Il suo rapporto con il viaggio in treno?

Fantastico, mi piace da sempre. Da parlamentare sono stato tra i primi a privilegiare il Frecciarossa per Roma a sfavore dell’aereo. Il treno mi rilassa e mi offre qualche ora per organizzare il mio lavoro e ciò che voglio approfondire. Lo uso anche da ciclista, con bici al seguito. Mi piacerebbe percorrere uno dei tratti coperti dalle ferrovie storiche, da Cuneo a Nizza per esempio.

Il presidente del Museo nazionale del cinema, Enzo Ghigo, con il giornalista Andrea Radic alla stazione di Torino PN

Ha una passione per la Liguria e il mare.

Nasce da Anna, mia moglie, ho un rapporto affettivo con quei luoghi, dove mi dedico anche all’agricoltura. Ho studiato agraria, anche se non l’ho mai praticata.

 

Un presidente contadino?

Come Cincinnato (ride, ndr). Abbiamo un uliveto di 300 anni che era abbandonato da 70, così l’ho riportato in vita e alla produzione, minima: quest’anno abbiamo imbottigliato 55 litri di olio ed è stata una grande soddisfazione.

 

Lei è un convinto sostenitore delle eccellenze agroalimentari.

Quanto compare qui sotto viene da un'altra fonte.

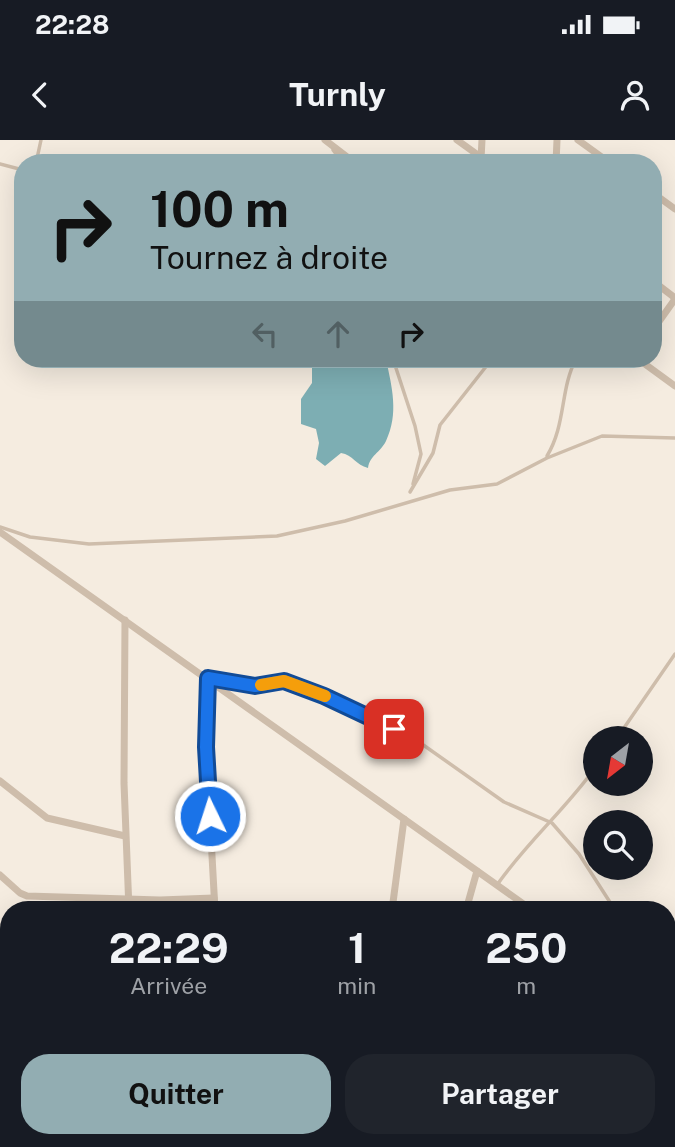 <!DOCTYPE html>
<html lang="fr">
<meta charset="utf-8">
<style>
:root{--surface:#171b24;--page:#20242c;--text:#f1f3f6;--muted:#9ea1a6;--accent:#92adb2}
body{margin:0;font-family:"Public Sans",sans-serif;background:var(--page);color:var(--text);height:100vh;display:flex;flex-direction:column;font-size:26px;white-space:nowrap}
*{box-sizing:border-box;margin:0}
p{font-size:23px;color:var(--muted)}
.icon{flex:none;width:38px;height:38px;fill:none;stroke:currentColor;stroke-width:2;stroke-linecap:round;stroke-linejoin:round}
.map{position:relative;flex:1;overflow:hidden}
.side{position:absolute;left:0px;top:761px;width:676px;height:247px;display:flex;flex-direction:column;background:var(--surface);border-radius:28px 28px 0 0;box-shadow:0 7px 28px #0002}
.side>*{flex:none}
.hud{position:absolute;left:14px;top:14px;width:648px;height:214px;border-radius:28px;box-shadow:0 7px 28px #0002;background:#92adb2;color:#111;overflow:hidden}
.needle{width:46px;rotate:211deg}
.fabs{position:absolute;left:583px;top:586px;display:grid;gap:14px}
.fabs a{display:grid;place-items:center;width:70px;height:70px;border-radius:50%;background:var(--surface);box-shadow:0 7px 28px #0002;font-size:35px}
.pin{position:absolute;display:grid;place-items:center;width:60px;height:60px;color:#fff;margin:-30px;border-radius:14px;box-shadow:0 4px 10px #0006}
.me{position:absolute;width:77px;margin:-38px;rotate:356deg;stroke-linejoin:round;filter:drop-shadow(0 0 5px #0008)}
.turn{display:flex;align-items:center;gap:24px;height:147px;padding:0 21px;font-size:32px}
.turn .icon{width:91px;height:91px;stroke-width:2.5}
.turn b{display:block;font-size:49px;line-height:60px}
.lanes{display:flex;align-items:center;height:66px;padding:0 21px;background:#0003;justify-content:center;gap:35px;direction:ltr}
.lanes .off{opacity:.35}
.eta{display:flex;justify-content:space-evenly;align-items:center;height:119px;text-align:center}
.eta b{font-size:42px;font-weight:700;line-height:49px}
.cta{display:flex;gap:14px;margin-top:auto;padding:14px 21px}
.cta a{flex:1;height:80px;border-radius:28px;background:var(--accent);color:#111;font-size:28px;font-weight:700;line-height:80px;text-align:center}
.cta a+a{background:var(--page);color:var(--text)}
.status{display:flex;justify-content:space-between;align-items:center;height:49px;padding:0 35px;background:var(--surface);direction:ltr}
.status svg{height:19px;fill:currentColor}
header{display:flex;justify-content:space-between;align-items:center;height:91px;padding:0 21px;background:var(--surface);font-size:32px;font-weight:700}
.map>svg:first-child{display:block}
</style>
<div class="status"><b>22:28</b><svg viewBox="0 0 49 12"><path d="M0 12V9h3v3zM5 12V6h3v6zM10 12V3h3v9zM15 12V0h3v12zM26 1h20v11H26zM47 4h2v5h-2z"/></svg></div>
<header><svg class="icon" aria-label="back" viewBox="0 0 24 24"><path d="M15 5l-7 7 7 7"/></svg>Turnly<svg class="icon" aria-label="person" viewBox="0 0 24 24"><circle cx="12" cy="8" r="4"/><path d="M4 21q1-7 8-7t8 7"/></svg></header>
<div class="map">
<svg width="675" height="1007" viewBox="0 0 675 1007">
<rect width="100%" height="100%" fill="#f5ece0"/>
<path fill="#7daeb3" d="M312,219H386C392,248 399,273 386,301C380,313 370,315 368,328C356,325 353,315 341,313L325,326L316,319L319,303L316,289L301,284V259L312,243Z"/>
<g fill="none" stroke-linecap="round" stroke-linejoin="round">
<g stroke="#cebdab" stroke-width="3.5">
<polyline points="333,10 343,23"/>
<polyline points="36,23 41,0"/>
<polyline points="0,24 23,30"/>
<polyline points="393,219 415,286 421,314 413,344"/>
<path d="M547,316C566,285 560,249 576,219"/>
<polyline points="410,352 433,313 440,285 492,219"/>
<polyline points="0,387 30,397 89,404 277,396 345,381 450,350 497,344 547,318 602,296 675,298"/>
<polyline points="212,540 255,546 284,541 324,556 412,597 504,662 552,683 579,714 615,770"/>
<polyline points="617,598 675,514"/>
<path d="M497,745C526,703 565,670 595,628"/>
<polyline points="667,834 675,839"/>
</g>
<g stroke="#cebdab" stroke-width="7">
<polyline points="325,0 355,23"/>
<polyline points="457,0 489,23"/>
<polyline points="578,0 610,23"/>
<polyline points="481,19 482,0"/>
<polyline points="556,23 557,0"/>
<polyline points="653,53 675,69"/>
<polyline points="653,141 675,158"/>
<polyline points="653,190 675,159"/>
<polyline points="638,219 675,246"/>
<polyline points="0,392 532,770"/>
<polyline points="125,480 124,643 129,770"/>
<polyline points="208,538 206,607 215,770"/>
<polyline points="0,641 47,678 125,696"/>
<polyline points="0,735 20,753 27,756 160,760 214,758"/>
<polyline points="215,765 388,770"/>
<polyline points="392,770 404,679"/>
<polyline points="466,770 477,731"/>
<polyline points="0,825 9,831"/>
<polyline points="0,860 9,857"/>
<polyline points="667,866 675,872"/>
<polyline points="147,999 148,1007"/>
<polyline points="223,999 224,1007"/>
<polyline points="462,1007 462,999"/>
<polyline points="537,1007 537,999"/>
<polyline points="607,1007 607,999"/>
</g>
</g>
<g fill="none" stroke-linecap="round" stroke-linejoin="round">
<g stroke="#114b97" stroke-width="18">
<polyline id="route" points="210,676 206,607 208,538 255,546 284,541 324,556 394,589"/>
</g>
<use href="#route" stroke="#1a73e8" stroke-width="12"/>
<polyline stroke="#f59e0b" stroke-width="12" points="261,545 284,541 325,556"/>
</g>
</svg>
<div class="fabs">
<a><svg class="needle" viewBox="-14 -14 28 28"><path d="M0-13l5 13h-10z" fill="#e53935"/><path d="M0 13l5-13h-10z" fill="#9ea1a6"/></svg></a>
<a><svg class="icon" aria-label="search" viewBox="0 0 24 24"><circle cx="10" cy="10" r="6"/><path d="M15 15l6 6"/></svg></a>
</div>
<div class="pin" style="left:394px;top:589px;background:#d93025"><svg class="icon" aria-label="arrive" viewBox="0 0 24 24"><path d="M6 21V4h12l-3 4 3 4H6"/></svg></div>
<svg class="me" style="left:210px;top:676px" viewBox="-20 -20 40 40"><circle r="17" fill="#1a73e8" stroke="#fff" stroke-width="3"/><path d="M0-11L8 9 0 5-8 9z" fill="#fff"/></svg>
<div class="hud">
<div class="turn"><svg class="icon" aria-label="right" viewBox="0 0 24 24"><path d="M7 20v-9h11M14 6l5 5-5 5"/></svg><div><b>100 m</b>Tournez à droite</div></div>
<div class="lanes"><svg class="icon off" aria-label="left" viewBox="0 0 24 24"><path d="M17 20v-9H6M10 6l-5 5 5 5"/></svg><svg class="icon off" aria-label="ahead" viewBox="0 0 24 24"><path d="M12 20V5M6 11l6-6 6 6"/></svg><svg class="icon" aria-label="right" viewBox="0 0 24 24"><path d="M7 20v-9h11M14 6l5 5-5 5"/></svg></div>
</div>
<section class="side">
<div class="eta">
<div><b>22:29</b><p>Arrivée</p></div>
<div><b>1</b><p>min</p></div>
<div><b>250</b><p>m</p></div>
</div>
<div class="cta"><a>Quitter</a><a>Partager</a></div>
</section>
</div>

Ho sempre seguito e sostenuto questo settore, importante anche dal punto di vista occupazionale. Da presidente della Regione abbiamo dato vita al Salone del Gusto e sono tuttora membro del cda dell’Università di Scienze gastronomiche di Pollenzo, a Bra (CN). A proposito, il fondatore di Slow Food Carlo Petrini ha assaggiato il mio olio e lo ha promosso senza riserve. Poi con la Film Commission cerchiamo di promuovere sullo schermo i territori del Piemonte e le sue eccellenze gastronomiche ed enologiche. Vorrei realizzare ciò che Ridley Scott ha fatto con il film Un’ottima annata.

 

Il profumo della sua infanzia?

Quello che si sente in campagna quando a maggio si taglia l’erba, ricordo mio papà che nelle ripe tagliava i rovi con la falce.